• **THE RECORDS**
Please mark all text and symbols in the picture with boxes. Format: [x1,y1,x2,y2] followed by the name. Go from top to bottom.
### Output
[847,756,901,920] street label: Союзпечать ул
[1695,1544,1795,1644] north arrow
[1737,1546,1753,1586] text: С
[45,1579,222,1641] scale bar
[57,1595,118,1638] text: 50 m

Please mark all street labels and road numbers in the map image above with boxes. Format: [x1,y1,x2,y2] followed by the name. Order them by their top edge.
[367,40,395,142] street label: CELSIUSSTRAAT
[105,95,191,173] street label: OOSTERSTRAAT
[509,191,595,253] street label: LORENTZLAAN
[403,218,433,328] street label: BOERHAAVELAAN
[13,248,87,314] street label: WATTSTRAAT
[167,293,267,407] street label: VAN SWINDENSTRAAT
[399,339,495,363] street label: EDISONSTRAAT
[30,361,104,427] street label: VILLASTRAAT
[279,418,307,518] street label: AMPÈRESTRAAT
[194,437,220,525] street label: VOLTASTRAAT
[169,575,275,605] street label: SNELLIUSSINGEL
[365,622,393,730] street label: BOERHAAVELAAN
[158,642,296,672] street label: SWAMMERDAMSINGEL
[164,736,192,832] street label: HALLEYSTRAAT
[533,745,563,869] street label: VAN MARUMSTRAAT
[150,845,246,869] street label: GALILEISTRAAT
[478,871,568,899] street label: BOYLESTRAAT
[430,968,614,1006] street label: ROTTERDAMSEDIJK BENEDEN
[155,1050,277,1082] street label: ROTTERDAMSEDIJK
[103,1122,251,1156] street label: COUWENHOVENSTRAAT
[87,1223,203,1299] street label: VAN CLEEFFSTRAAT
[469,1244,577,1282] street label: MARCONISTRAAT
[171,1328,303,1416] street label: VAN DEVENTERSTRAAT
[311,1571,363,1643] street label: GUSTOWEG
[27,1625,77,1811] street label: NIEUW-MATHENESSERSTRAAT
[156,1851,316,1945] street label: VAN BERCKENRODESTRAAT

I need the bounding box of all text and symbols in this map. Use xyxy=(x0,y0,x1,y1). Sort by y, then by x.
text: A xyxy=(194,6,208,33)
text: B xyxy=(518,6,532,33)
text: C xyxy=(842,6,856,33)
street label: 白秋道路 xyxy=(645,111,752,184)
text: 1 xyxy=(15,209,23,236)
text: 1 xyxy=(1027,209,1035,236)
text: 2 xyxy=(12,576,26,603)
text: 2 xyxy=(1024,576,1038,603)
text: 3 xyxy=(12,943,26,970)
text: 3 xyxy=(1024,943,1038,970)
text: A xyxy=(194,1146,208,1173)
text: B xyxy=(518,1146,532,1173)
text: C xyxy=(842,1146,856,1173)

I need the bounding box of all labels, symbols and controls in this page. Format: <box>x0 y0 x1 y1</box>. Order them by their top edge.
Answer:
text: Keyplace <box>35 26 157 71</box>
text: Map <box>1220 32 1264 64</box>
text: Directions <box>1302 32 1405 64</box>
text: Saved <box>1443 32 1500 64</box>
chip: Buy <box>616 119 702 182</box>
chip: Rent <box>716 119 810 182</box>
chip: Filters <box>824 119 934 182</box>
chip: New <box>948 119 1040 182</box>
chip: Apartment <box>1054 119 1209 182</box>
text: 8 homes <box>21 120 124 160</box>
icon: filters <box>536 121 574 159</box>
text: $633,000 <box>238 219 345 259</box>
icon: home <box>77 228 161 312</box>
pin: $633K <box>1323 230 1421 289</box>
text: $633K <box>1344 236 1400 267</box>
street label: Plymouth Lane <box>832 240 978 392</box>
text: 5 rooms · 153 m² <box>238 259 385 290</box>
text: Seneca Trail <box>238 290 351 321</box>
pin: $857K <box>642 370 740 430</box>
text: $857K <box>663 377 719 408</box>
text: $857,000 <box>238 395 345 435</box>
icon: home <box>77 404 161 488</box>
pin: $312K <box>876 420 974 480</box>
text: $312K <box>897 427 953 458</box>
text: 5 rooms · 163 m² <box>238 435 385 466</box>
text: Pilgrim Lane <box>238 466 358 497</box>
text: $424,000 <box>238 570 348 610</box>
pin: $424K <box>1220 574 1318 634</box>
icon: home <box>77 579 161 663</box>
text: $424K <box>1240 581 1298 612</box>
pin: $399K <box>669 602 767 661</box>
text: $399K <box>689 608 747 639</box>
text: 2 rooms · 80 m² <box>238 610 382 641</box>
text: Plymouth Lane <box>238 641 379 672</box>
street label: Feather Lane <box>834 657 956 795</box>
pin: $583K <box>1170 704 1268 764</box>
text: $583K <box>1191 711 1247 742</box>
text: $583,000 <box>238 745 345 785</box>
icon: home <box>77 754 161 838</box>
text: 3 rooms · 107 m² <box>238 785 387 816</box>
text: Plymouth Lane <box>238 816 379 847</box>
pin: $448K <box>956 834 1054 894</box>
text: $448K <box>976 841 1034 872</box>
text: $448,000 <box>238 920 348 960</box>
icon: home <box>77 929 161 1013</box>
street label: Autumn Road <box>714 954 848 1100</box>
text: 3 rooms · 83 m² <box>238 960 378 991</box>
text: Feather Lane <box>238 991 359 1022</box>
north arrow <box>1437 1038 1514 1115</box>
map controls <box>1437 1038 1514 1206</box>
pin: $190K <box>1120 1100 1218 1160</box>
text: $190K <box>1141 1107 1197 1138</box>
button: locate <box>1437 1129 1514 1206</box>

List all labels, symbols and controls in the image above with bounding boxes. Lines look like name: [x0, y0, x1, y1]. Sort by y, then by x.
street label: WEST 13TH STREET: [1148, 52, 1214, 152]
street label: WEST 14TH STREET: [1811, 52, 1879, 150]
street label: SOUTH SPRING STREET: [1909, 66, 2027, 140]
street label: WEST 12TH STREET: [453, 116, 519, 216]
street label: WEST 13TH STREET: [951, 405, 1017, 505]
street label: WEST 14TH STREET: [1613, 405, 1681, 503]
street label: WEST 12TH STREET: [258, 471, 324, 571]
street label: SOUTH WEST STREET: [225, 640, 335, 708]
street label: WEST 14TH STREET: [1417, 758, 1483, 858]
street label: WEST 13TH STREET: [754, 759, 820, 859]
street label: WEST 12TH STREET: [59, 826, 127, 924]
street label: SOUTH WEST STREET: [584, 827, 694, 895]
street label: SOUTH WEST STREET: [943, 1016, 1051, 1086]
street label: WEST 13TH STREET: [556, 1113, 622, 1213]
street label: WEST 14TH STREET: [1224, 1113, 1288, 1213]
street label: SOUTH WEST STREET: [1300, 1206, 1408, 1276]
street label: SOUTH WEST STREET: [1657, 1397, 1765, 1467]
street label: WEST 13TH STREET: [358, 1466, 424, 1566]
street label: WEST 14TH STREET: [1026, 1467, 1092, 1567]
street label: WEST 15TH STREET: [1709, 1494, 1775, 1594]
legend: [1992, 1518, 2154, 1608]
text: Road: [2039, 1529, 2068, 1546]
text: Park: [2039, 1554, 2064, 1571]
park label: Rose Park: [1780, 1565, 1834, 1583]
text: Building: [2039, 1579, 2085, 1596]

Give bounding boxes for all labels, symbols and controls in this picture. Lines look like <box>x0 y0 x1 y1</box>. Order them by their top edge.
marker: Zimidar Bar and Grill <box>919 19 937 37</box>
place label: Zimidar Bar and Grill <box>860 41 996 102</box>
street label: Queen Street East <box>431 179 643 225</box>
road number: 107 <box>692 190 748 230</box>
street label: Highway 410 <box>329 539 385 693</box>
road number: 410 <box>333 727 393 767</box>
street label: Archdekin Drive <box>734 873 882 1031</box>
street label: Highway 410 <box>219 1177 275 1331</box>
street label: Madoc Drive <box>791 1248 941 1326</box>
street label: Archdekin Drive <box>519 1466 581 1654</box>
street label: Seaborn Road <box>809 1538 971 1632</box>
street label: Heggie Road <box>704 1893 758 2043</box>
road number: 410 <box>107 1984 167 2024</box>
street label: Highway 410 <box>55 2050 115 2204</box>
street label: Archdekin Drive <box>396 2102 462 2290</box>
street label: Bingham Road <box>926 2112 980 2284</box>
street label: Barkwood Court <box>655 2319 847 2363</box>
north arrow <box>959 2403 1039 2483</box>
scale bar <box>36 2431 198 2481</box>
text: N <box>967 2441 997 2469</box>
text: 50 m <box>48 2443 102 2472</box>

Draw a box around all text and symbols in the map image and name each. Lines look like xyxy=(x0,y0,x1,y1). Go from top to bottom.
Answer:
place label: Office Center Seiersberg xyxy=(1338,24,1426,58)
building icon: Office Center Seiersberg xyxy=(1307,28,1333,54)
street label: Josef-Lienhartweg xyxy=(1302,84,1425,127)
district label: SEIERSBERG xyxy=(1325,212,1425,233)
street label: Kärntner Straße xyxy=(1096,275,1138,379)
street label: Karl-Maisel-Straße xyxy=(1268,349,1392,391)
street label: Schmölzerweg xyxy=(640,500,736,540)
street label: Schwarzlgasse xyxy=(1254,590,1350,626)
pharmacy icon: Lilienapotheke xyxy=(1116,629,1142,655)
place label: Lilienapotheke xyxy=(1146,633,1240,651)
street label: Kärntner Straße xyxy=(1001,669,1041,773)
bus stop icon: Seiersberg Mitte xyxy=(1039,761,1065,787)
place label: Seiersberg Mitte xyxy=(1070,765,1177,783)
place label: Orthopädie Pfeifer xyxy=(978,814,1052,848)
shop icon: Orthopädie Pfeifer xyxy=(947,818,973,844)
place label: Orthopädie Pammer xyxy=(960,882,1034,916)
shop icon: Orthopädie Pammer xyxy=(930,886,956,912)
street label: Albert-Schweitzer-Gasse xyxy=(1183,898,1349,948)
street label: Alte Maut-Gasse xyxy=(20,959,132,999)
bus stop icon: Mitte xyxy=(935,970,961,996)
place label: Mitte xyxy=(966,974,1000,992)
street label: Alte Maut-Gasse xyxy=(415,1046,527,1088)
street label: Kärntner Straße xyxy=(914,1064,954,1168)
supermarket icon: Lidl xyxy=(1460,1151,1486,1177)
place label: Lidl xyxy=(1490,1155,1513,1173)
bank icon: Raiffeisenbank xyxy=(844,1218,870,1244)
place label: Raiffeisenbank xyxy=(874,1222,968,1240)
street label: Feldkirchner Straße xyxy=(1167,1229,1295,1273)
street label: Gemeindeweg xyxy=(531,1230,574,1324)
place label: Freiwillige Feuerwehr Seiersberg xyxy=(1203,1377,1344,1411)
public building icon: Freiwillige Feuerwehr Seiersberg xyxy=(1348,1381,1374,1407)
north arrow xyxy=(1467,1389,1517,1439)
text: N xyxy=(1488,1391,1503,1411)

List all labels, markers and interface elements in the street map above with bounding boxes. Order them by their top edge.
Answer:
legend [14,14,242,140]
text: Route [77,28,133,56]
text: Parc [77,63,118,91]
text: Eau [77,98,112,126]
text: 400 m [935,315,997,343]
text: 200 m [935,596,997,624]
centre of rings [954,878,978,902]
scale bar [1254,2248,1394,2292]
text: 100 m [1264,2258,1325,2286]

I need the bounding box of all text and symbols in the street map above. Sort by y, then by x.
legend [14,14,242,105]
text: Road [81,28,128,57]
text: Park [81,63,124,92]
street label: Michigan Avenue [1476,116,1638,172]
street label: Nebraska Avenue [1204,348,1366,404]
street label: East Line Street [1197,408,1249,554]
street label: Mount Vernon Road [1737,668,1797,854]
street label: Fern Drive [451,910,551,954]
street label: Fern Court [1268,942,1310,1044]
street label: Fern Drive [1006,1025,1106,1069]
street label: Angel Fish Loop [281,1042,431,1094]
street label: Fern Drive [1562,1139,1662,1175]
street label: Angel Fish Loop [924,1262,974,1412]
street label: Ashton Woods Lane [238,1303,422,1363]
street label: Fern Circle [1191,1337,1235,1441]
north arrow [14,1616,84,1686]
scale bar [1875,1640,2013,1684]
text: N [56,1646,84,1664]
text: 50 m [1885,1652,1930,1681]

• **WORK TO COMPLETE**
Quote the data above from the line containing "xyxy=(x0,y0,x1,y1). Sort by y, then by x." to the line containing "I need the bounding box of all labels, symbols", inclusive, and stop.

• **WRITTEN ANSWER**
I need the bounding box of all text and symbols in this map. Use xyxy=(x0,y0,x1,y1). Sort by y, then by x.
text: A xyxy=(194,6,208,33)
text: B xyxy=(518,6,532,33)
text: C xyxy=(842,6,856,33)
street label: 白秋道路 xyxy=(645,111,752,184)
text: 1 xyxy=(15,209,23,236)
text: 1 xyxy=(1027,209,1035,236)
text: 2 xyxy=(12,576,26,603)
text: 2 xyxy=(1024,576,1038,603)
text: 3 xyxy=(12,943,26,970)
text: 3 xyxy=(1024,943,1038,970)
text: A xyxy=(194,1146,208,1173)
text: B xyxy=(518,1146,532,1173)
text: C xyxy=(842,1146,856,1173)

I need the bounding box of all labels, symbols and controls in this page. Format: <box>x0 y0 x1 y1</box>. Order them by their top edge.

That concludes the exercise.